Save_load
Tmp saving and loading.
- the_utils.save_load.save_model(model_filename: str, model: Module, optimizer: Optimizer, current_epoch: int, loss: float) None [source]
Save model, optimizer, current_epoch, loss to
.checkpoints/${model_filename}.pt
.- Parameters:
model_filename (str) – filename to save model.
model (torch.nn.Module) – model.
optimizer (torch.optim.Optimizer) – optimizer.
current_epoch (int) – current epoch.
loss (float) – loss.
- the_utils.save_load.load_model(model_filename: str, model: Module, optimizer: Optimizer | None = None, device: device = device(type='cpu')) Tuple[Module, Optimizer, int, float] [source]
Load model from
.checkpoints/${model_filename}.pt
.- Parameters:
model_filename (str) – filename to load model.

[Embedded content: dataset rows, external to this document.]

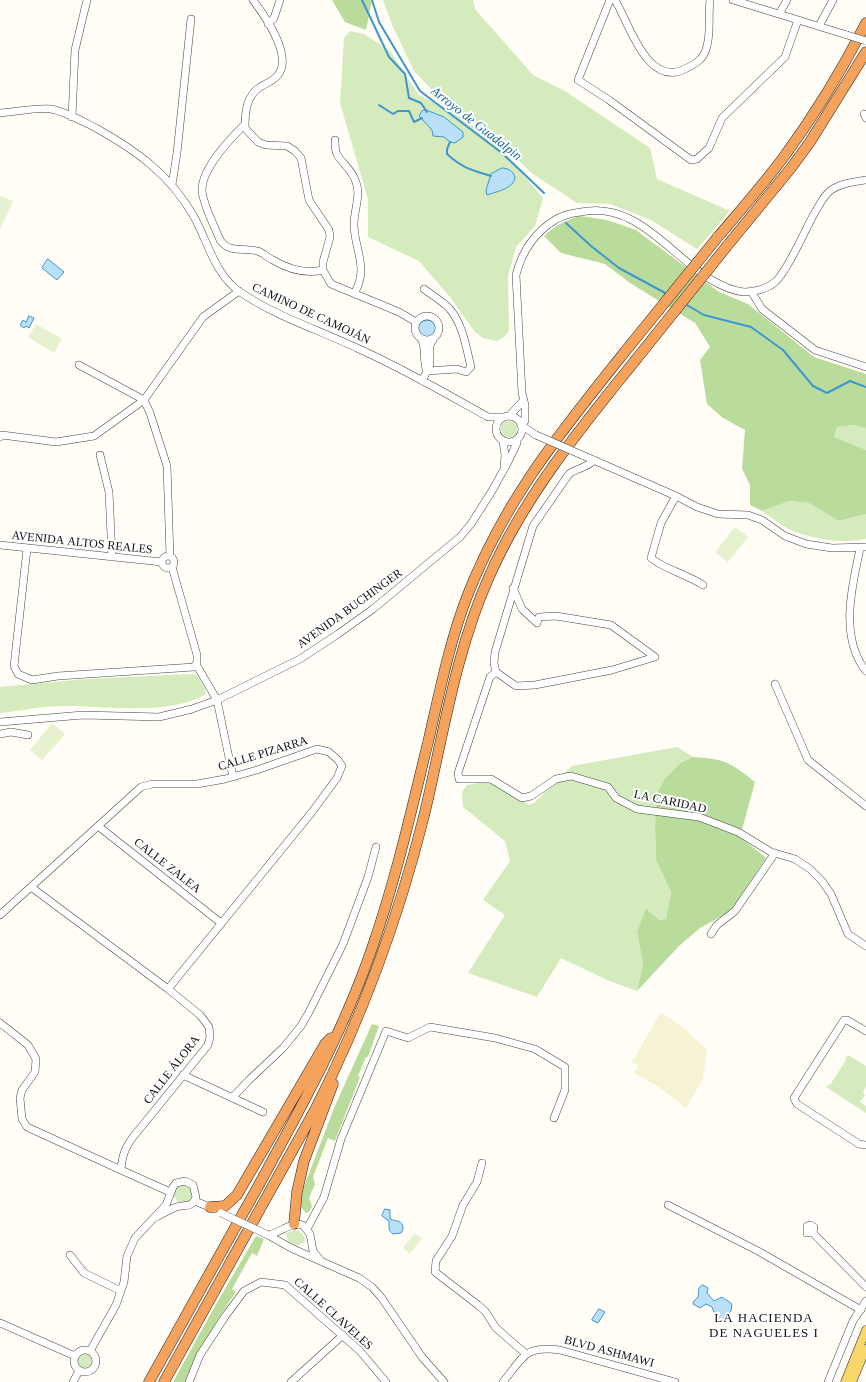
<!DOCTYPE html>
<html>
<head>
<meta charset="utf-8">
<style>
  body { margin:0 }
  canvas { display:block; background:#fffdf5 }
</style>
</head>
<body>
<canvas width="866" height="1382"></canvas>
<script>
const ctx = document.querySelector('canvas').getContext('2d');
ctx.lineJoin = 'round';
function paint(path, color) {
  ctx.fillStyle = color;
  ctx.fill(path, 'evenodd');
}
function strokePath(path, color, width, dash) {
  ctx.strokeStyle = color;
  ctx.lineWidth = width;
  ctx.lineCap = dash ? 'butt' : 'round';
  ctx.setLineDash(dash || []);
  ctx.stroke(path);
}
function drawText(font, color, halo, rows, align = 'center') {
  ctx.font = font + ' "Times New Roman",serif';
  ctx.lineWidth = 4;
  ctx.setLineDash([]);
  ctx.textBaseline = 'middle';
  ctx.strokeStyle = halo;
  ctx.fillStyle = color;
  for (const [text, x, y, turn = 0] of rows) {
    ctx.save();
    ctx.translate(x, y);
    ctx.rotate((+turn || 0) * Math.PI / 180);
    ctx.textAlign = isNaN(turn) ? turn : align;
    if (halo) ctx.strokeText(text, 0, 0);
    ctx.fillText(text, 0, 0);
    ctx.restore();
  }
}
const farmland = new Path2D(`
  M661 1012 684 1028 707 1050 703 1079 686 1108 659 1087 634 1073 639 1066 632 1062Z`);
const green = new Path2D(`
  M383 0H473L475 9 533 75 565 91 650 148 657 179 730 211 697 249 651 220 610 204 577 203 533 174 487 130 436 94 414 71 393 27Z
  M350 31 364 34 390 51 419 95 452 111 493 140 543 198 535 226 516 247 508 276 509 331 504 337 497 341 483 338 475 332 450 297 419 261 368 237V199L340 103 344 38Z
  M501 429a8 8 0 1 1 16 0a8 8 0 1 1-16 0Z
  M853 425 866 428V450L834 437 837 427Z
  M789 501 809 503 839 521 866 514V539C841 544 807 539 785 527 777 522 769 516 762 511Z
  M192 674 197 675 205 689 206 694C168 717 104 705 61 706 41 706 20 711 0 713V687L87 679Z
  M677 747 693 757 680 763 665 778 656 796 655 829 656 860 671 892 666 919 659 920 637 932 643 964 637 991 607 980 561 958 537 997 468 973 505 915 483 900 510 861 505 841 463 807 462 792 467 785 491 781 529 805 534 803 572 766Z
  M848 1055 866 1066V1087L863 1092 865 1095 860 1102 866 1106V1113L826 1087 829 1084 830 1085 846 1060 845 1059Z
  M174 1194a9 9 0 1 1 18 0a9 9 0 1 1-18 0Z
  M294 1230C301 1231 305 1235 305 1242L296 1246 288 1241 286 1233Z
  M78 1361a7 7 0 1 1 14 0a7 7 0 1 1-14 0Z`);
const forest = new Path2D(`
  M332 0H372L366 30 345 22Z
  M580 216 607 220 636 230 719 292 748 304 814 357 866 374V428L853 425 837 427 834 437 866 450V514L839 521 809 503 789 501 762 511 750 505V485L742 469 745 430 723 418 707 404 700 360 710 347 695 323 630 283 605 264 561 253 544 236C554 226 566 220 580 216Z
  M693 757C725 759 730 762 755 782L740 837 766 858 731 911 700 928 679 946 637 991 643 964 637 932 646 909 659 920 666 919 671 892 656 860 655 829 656 796 665 778 680 763Z
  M372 1024 379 1026 368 1057H366L358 1076 360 1077 335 1141 328 1138 313 1177 315 1184 309 1198 312 1206 309 1212 306 1213 299 1205 300 1197 334 1108Z
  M256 1236 264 1239 257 1256 252 1253 232 1289 236 1292C216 1320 200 1350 186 1382H173L215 1306Z`);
const pitch = new Path2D(`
  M0 196 13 201 0 229Z
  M36 324 62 339 54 353 28 337Z
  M735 527 748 537 728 562 715 552Z
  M52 723 65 734 42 760 30 750Z
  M414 1233 422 1238 410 1254 403 1248Z`);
const water = new Path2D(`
  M426 110 444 117 463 132V137L455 143 450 142 444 137 433 136 432 130 419 116 422 111Z
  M502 168C508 168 513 171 515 177 514 189 495 192 487 195L486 190 491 174Z
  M48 259 64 272 57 280 42 268Z
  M29 316 34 318 29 328 26 326 24 328 20 325 23 320 26 322Z
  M418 329a9 9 0 1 1 18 0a9 9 0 1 1-18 0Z
  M385 1209 390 1210V1219C396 1222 403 1219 403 1229L401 1233 393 1234C388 1230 389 1228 389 1221L382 1216Z
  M703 1285 708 1288 707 1293 714 1301 722 1297 732 1304 731 1311 725 1319C715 1321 715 1314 712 1307L706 1304 700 1308 693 1304 694 1301 698 1297 699 1288Z
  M599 1309 605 1312 598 1323 592 1320Z`);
const stream = new Path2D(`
  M362 0 389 57 405 74 409 98 421 103 427 112
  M372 0 379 22 420 91 502 153 544 193
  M379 105 393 114 398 111H409L414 122 422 118
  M450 142 447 149V154C462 168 472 170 491 176
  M566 223 591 246 619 268 667 294
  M685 304 704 315 751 327 783 350 813 386 827 393 850 381 866 387`);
const minor = new Path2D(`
  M253 0C265 16 293 56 278 75 273 81 267 83 260 87 246 96 245 113 245 128L258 142 266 145 287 146 295 151 301 158 309 200 329 230 330 237 323 262V270L331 284 399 312 416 322
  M610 0 578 80 609 100 691 160 697 159 709 148 722 118 785 57 798 20
  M615 0C629 23 647 88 685 69 697 63 704 59 707 46 711 31 708 15 710 0
  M733 0 847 35
  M779 14 787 0
  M268 24 274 18 280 0
  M819 26 833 0
  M0 113C14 112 39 107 51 109 66 112 82 121 96 128 137 151 169 174 193 215 208 241 214 274 240 292 275 316 319 330 357 348 402 368 445 393 488 417H503
  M864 114 866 118
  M72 117 75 50 87 0
  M245 124C230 139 201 169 202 191 204 207 214 225 220 240 230 254 243 247 257 251 263 252 267 258 273 260 288 269 306 274 323 270
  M335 140C335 144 335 151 337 154 341 163 352 169 356 182 361 196 354 210 354 224 354 249 369 267 355 292
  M172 185 177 153 191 19
  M424 289C432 295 442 301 449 308 463 324 466 347 471 367L466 372 457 369 427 371
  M751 291 762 309 815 350 866 367
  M415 328a12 12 0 1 1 24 0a12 12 0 1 1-24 0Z
  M421 339C427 347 422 361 427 371
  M79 365 144 400 150 413 167 466 170 556
  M422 381 430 365V345L434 338
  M509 416 523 401
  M496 429a13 13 0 1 1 26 0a13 13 0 1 1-26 0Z
  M521 424 525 421V405L522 393 516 275C522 251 534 233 555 220 563 215 572 213 581 212 636 201 669 254 710 279 720 285 732 291 744 292 754 292 767 289 775 282 787 272 805 230 814 214 819 206 823 196 831 190 841 183 854 182 866 180
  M521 425 536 435
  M0 437 2 435 56 442 94 436 144 400 203 317 239 291
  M503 441 505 455 504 466
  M100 455 109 492 112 557
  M582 455 676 496 697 507 718 514 748 515 762 520 785 536 806 544 832 548 866 547
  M676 496 661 523 651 558C666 570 686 574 703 585
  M0 545 162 562
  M27 549 14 666 18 674 32 680 58 676 194 667 197 662V655L172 567
  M860 549C852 586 839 637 866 671
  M162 562a6 6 0 1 1 12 0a6 6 0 1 1-12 0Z
  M513 588 522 609 537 623 539 617 556 616 611 625 655 657 612 670 535 685 516 686 496 672 494 663 495 652 533 526 569 474C577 468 587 468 594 460
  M196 664 217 700 233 777
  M496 672 490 677 458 773 459 779H491L522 798 531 796 556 779 571 776 608 787 616 798 637 809 699 817 738 832 771 852 795 859 810 869 822 881 831 894 848 934 866 946
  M775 684 808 760 866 806
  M0 722 83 715 159 717 192 709 217 700 300 659 338 634 373 609 460 537 471 524 492 491 508 462 517 443V439
  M0 734 11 732 28 735
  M98 826 221 923
  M31 887 168 989 200 1015 209 1027 210 1037 208 1045 133 1137C125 1148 122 1156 121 1170L170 1192
  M0 915 141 787 152 784H197L225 779 257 770 317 749 329 752 338 760 342 766 337 778 312 812 168 989
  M711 934 717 925 735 911 775 853
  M0 1023 28 1045 36 1059 35 1072 22 1090 20 1098 22 1119 27 1127 121 1170
  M866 1031 847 1020H844L794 1098 797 1104 859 1144 866 1145
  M183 1075 263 1112
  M232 1098 249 1080 283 1048 301 1026 309 1012 343 944 368 877 376 847
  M482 1163 477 1182 463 1205 452 1236 436 1261 435 1272 478 1305 485 1311 496 1328 526 1354
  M195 1201 214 1209
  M668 1205 758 1251 861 1310
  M307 1229 324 1197 341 1139 386 1031 408 1038 430 1027 495 1038 535 1049 565 1067V1090L554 1118
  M813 1233 814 1227 810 1225 807 1226V1233H813L866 1287
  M268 1235 291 1248 359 1278 372 1287 381 1297 422 1357 444 1382
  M268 1235C281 1233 290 1221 303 1225L310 1234 313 1251 321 1261
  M70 1255 84 1273 121 1291
  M0 1323 75 1356
  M74 1361a11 11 0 1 1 22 0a11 11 0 1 1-22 0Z
  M90 1351 116 1305 124 1282 127 1256 135 1238 166 1205 173 1187 176 1183 185 1181 193 1185 196 1197C192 1209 185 1204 176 1207 169 1210 162 1214 156 1217
  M73 1382 79 1371
  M189 1382 200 1355 226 1315 244 1291 261 1282 285 1285 360 1351 386 1382
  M291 1382 343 1335
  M503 1382C523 1358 524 1345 560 1350L675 1382
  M828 1382 853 1321 866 1301`);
const major = new Path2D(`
  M845 1382 866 1330
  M852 1382 866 1349`);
const highway = new Path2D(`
  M717 238C739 212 762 186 783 158 814 116 842 70 866 23
  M727 246 791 168 810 142 866 52
  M210 1207 225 1206 237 1195 325 1044 331 1038
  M294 1224 297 1192 304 1161 333 1084
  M149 1382C187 1315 224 1248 261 1181 302 1106 344 1030 372 948 396 879 412 808 429 738 440 690 450 640 468 594 506 498 560 433 623 354
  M164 1382 315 1110C363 1015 398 920 424 816 443 737 455 653 489 577 524 497 579 430 634 362`);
const minorBridge = new Path2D(`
  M847 35 866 41
  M536 435 582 455
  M221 1213 268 1235`);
const highwayBridge = new Path2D(`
  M623 354 717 238
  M634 362 727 246`);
const streetNames = [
  ["CAMINO DE CAMOJÁN",311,314,25],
  ["AVENIDA ALTOS REALES",82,543,6],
  ["AVENIDA BUCHINGER",350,609,-36],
  ["CALLE PIZARRA",263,754,-17],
  ["LA CARIDAD",670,802,12],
  ["CALLE ZALEA",167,866,38],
  ["CALLE ÁLORA",172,1070,-52],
  ["CALLE CLAVELES",333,1314,42],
  ["BLVD ASHMAWI",609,1352,15]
];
const waterNames = [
  ["Arroyo de Guadalpin",476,124,38]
];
const neighbourhoodNames = [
  ["LA HACIENDA",764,1319],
  ["DE NAGUELES I",764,1334]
];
paint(farmland, '#f6f3d4');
paint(green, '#d5ebbd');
paint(forest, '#b9dc9c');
paint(pitch, '#e6f2cf');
paint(water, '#b9e0f7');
strokePath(water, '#3f96cf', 1);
strokePath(stream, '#3f96cf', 2);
strokePath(minor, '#444', 8);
strokePath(major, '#222', 9);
strokePath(highway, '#222', 11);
strokePath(minor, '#fff', 7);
strokePath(major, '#f9d66b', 8);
strokePath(highway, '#f5a25d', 10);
strokePath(minorBridge, '#444', 8, []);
strokePath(highwayBridge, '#222', 11, []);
strokePath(minorBridge, '#fff', 7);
strokePath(highwayBridge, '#f5a25d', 10);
drawText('12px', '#111', '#fff', streetNames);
drawText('italic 13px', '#1768a6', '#fff', waterNames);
ctx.letterSpacing = '1px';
drawText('13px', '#111', '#fff', neighbourhoodNames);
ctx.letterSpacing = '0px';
</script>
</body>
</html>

model (torch.nn.Module) – model.
optimizer (torch.optim.Optimizer) – optimizer.
- Returns:
[model, optimizer, epoch, loss]
- Return type:
Tuple[torch.nn.Module, torch.optim.Optimizer, int, float]
- the_utils.save_load.save_embedding(node_embeddings: tensor, dataset_name: str, model_name: str, params: dict, save_dir: str = './save', verbose: bool | int = True)[source]
Save embeddings.
- Parameters:
node_embeddings (torch.tensor) – node embeddings.
dataset_name (str) – dataset name.
model_name (str) – model name.
params (dict) – parameter dict.
save_dir (str, optional) – save dir. Defaults to “./save”.
verbose (Union[bool, int], optional) – whether to print debug info. Defaults to True.